Third question, what life can you afford? I never really learned personal finance management. I grew-up poor. As my sister says, our idea of budgeting was when you had money you spent it. Since I came late to retirement planning being in a place that enables me to add income to my lifestyle, without working 12 to 14 hours a day, as I have, is really important to me. Costa Rica is saturated by North Americans and other foreigners who have put the level of living way past what many native Costa Ricans can afford. A two bedroom apartment in a nice upscale area in Costa Rica’s central valley, where the capital city of San Jose is located, comparable to a $600/month apartment in Barranquilla, can go from $1200 and up a month. You can buy a decent two to three bedroom house or apartment in Barranquilla for about $80,000 to $150,000 in a middle class neighborhood.
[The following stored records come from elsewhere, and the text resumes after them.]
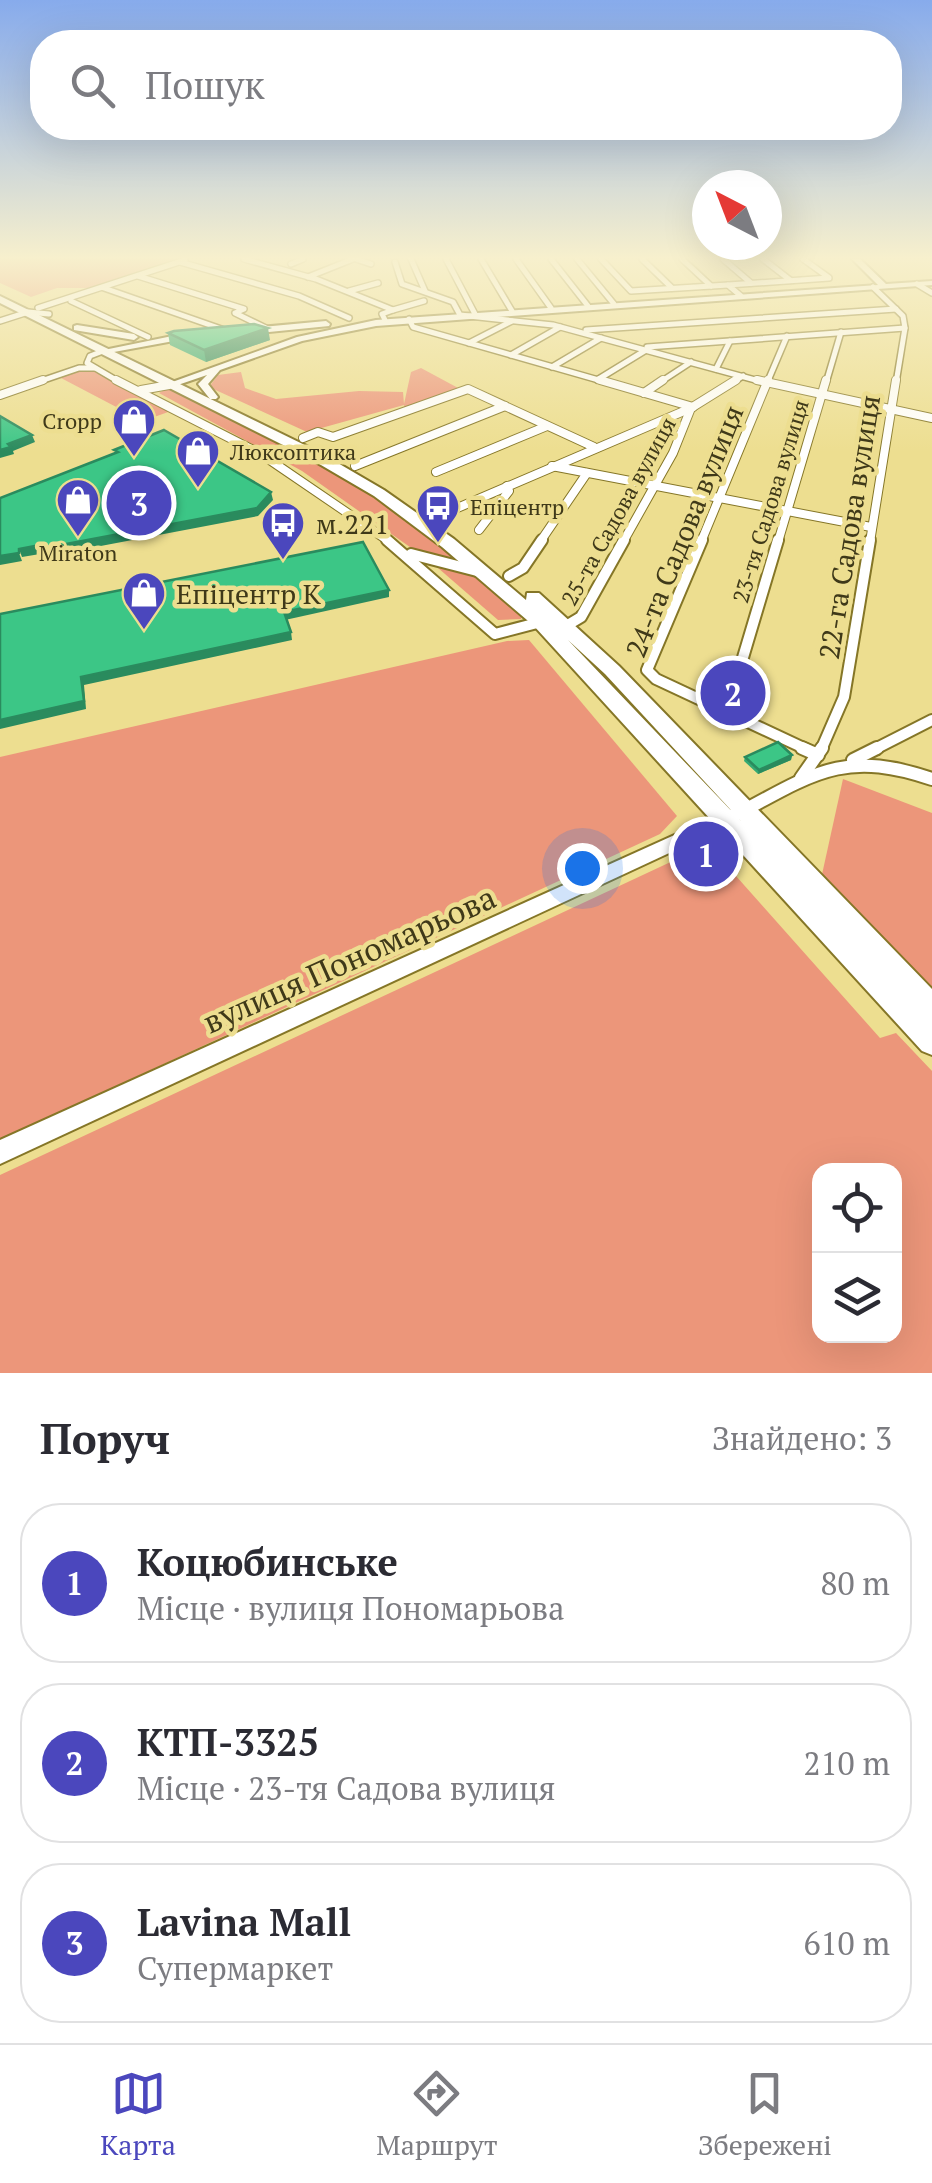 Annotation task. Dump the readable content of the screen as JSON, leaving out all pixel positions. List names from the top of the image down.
{
  "streets": {
    "main road": ["вулиця Пономарьова"],
    "street": [
      "23-тя Садова вулиця",
      "25-та Садова вулиця",
      "22-га Садова вулиця",
      "24-та Садова вулиця"
    ]
  },
  "crossings": [
    ["22-га Садова вулиця", "24-та Садова вулиця"]
  ],
  "places": {
    "shop": [
      "Cropp",
      "Люксоптика",
      "Miraton",
      "Епіцентр К"
    ],
    "bus stop": ["Епіцентр", "м.221"]
  },
  "north": "top left",
  "page": {
    "search": "Пошук",
    "pins": ["3", "2", "1"],
    "heading": ["Поруч", "Знайдено: 3"],
    "list": [
      {
        "mark": "1",
        "name": "Коцюбинське",
        "note": "Місце · вулиця Пономарьова",
        "value": "80 m"
      },
      {
        "mark": "2",
        "name": "КТП-3325",
        "note": "Місце · 23-тя Садова вулиця",
        "value": "210 m"
      },
      {
        "mark": "3",
        "name": "Lavina Mall",
        "note": "Супермаркет",
        "value": "610 m"
      }
    ],
    "nav": ["Карта", "Маршрут", "Збережені"]
  }
} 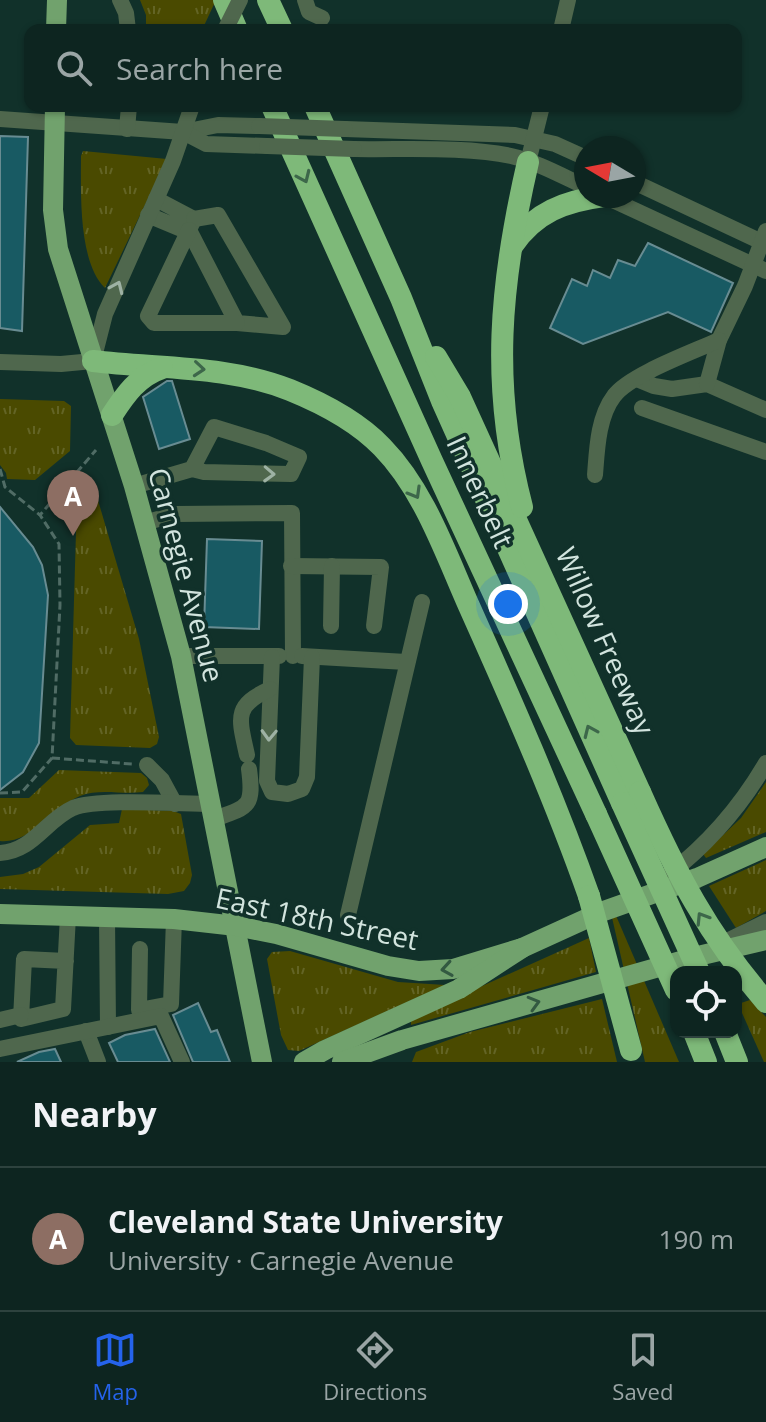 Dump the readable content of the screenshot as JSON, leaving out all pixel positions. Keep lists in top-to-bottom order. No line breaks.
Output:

In San Jose, Costa Rica that same house of apartment would cost $200,000 to $400,000 depending on the neighborhood. In Barranquilla you can hire a taxi for about $7 an hour to drive you around. In Costa Rica the price is more like $20/hr. Food costs are comparable in both places. I can get away with spending about $300/month for one. Because Barranquilla is markedly hotter than Costa Rica’s central valley, and I use the A/C a lot, my household costs can be about $300/month, including basic cable. In San Jose the cost would be about half that or $150/month, including basic cable. It is my entertainment expenses that are high. Excluding travel I can spend about $500/month just hanging out. An income of between $20,000 and $25,000/yr. would do me well in Barranquilla. In San Jose, I think I would need more like $30,000 to $35,000. In addition to a lower cost of living, many people describe Colombia as an emerging market. My analysis indicates that they are right, especially Barranquilla and the surrounding area where there are significant opportunities for business development and property investment.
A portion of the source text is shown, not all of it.